Work required –
Please reproduce the data below exactly, from the first line through the line containing "2px #565f6c) drop-shadow(0", and leave every later line out.

Provided data –
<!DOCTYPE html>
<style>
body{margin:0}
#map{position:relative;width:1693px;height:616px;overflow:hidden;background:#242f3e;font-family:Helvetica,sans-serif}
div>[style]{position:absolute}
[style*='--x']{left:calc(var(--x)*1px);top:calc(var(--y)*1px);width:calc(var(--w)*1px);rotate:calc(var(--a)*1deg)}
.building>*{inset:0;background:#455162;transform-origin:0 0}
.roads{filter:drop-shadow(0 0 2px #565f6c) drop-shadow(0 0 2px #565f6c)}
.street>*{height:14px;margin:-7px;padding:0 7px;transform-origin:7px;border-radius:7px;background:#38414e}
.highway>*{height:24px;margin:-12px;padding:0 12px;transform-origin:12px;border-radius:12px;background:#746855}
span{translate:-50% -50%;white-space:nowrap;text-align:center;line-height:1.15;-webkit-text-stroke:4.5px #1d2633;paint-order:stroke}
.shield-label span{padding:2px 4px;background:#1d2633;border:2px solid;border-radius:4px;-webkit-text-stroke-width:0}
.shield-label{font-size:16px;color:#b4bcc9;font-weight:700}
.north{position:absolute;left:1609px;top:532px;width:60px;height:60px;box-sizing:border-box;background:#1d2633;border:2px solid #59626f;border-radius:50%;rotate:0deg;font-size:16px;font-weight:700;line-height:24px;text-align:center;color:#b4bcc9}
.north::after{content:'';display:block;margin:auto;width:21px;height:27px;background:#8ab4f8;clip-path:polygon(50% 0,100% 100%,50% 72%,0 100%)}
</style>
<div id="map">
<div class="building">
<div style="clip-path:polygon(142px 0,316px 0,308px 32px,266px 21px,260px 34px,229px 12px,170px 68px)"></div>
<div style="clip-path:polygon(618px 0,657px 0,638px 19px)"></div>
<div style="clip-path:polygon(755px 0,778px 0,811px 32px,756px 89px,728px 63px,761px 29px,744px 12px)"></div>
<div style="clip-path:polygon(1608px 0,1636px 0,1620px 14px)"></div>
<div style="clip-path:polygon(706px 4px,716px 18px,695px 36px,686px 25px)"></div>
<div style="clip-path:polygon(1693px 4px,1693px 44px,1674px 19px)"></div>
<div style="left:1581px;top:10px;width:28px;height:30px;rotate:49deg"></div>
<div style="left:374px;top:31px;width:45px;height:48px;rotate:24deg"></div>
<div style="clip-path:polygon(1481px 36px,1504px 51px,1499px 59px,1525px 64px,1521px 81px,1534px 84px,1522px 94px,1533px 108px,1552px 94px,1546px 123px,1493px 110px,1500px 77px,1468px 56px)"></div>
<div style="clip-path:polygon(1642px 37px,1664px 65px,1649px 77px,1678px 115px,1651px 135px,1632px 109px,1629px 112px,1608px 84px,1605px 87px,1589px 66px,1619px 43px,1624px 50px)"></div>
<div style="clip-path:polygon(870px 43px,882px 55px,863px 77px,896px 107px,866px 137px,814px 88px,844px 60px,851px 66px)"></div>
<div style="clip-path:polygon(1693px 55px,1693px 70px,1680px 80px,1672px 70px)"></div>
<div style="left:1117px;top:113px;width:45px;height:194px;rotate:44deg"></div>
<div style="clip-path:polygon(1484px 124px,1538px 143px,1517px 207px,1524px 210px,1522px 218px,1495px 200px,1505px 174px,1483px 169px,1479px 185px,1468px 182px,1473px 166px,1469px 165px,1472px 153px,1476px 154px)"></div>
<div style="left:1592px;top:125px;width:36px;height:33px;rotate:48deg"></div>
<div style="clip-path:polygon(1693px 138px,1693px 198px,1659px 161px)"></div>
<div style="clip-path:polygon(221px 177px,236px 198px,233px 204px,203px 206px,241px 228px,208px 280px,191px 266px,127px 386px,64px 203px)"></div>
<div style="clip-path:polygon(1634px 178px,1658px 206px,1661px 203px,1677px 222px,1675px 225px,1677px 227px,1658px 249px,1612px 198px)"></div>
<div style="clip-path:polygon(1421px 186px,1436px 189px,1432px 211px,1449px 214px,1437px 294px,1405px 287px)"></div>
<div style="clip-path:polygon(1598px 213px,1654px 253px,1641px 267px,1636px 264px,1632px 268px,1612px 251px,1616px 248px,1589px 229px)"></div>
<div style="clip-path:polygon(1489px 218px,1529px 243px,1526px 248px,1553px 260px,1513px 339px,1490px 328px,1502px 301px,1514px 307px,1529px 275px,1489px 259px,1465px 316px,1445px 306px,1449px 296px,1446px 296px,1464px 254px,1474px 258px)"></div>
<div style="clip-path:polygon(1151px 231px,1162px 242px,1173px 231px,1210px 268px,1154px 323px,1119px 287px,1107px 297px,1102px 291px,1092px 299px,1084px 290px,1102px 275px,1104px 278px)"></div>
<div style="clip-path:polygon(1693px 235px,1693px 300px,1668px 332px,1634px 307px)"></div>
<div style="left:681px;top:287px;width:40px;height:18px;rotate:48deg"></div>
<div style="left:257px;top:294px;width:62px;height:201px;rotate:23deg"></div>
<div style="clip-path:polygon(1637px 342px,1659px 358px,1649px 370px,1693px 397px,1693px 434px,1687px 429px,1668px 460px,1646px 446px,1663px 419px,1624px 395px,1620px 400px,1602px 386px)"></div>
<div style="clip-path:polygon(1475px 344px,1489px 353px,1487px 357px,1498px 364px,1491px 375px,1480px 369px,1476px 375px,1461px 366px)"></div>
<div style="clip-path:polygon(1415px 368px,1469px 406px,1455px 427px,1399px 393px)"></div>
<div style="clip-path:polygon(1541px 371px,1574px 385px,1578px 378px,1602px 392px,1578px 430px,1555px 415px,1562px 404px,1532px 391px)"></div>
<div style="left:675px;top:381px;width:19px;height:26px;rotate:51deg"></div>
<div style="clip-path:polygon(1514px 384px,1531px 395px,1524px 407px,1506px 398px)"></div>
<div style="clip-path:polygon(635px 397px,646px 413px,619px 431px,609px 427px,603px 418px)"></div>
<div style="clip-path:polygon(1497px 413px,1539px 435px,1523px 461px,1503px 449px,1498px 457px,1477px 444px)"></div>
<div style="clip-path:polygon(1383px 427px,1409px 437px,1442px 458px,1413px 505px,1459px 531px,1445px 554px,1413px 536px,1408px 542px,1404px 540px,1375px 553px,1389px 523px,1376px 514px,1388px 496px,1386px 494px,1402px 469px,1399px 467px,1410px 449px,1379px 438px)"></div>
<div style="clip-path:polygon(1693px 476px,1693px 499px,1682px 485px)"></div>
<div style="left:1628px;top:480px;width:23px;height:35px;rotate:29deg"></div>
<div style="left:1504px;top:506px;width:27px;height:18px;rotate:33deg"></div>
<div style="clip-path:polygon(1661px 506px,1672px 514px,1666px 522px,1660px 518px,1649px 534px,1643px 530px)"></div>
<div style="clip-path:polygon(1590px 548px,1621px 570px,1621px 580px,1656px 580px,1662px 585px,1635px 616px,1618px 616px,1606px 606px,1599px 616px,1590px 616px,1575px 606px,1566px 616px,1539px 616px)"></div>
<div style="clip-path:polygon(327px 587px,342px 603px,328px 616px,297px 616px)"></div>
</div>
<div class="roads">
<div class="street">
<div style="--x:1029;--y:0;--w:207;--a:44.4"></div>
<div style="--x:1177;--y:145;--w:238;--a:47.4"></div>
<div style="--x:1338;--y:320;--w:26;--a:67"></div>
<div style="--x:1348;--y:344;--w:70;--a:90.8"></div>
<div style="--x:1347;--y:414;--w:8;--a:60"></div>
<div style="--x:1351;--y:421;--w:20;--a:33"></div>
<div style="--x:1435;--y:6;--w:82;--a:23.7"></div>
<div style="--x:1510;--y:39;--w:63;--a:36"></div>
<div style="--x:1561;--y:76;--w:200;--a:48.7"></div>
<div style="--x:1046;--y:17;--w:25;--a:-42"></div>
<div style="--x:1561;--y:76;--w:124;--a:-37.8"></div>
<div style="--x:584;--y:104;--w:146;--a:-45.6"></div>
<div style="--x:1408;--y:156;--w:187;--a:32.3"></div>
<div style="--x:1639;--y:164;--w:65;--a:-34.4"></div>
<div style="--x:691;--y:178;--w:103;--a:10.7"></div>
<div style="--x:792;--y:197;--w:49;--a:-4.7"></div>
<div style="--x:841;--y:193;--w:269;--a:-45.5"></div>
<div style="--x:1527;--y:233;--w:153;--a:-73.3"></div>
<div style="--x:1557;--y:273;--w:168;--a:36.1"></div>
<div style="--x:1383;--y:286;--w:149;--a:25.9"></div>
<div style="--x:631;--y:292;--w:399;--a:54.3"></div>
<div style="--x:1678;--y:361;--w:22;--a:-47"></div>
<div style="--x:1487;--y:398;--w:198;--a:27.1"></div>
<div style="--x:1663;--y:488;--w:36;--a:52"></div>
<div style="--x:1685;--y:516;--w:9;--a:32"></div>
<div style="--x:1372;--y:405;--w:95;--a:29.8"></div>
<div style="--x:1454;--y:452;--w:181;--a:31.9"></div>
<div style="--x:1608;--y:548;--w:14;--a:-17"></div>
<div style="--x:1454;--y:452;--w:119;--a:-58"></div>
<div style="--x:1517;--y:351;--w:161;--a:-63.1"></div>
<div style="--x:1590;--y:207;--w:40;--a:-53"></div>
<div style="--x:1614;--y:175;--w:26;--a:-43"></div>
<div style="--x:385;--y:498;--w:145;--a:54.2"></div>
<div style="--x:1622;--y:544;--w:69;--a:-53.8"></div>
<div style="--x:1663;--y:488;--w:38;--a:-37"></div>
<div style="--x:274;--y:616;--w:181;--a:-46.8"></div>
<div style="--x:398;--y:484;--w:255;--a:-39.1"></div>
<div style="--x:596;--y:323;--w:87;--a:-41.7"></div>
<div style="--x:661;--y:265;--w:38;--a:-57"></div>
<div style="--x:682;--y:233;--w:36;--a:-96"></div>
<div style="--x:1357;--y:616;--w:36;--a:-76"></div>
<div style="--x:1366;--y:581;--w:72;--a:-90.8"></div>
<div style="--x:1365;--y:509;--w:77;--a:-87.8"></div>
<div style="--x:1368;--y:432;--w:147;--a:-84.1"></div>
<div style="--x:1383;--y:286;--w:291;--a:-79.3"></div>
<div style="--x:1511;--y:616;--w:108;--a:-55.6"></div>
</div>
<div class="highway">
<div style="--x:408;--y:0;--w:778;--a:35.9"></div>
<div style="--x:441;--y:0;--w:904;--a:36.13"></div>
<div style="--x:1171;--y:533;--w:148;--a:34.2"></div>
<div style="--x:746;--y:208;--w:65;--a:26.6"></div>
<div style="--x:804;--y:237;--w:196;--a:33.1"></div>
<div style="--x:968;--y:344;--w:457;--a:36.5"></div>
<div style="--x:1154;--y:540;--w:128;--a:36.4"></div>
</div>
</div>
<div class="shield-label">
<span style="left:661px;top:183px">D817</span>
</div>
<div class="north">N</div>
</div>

Exercise response –
<!DOCTYPE html>
<style>
body{margin:0}
#map{position:relative;width:1693px;height:616px;overflow:hidden;background:#242f3e;font-family:Helvetica,sans-serif}
div>[style]{position:absolute}
[style*='--x']{left:calc(var(--x)*1px);top:calc(var(--y)*1px);width:calc(var(--w)*1px);rotate:calc(var(--a)*1deg)}
.building>*{inset:0;background:#455162;transform-origin:0 0}
.roads{filter:drop-shadow(0 0 2px #565f6c) drop-shadow(0 0 2px #565f6c)}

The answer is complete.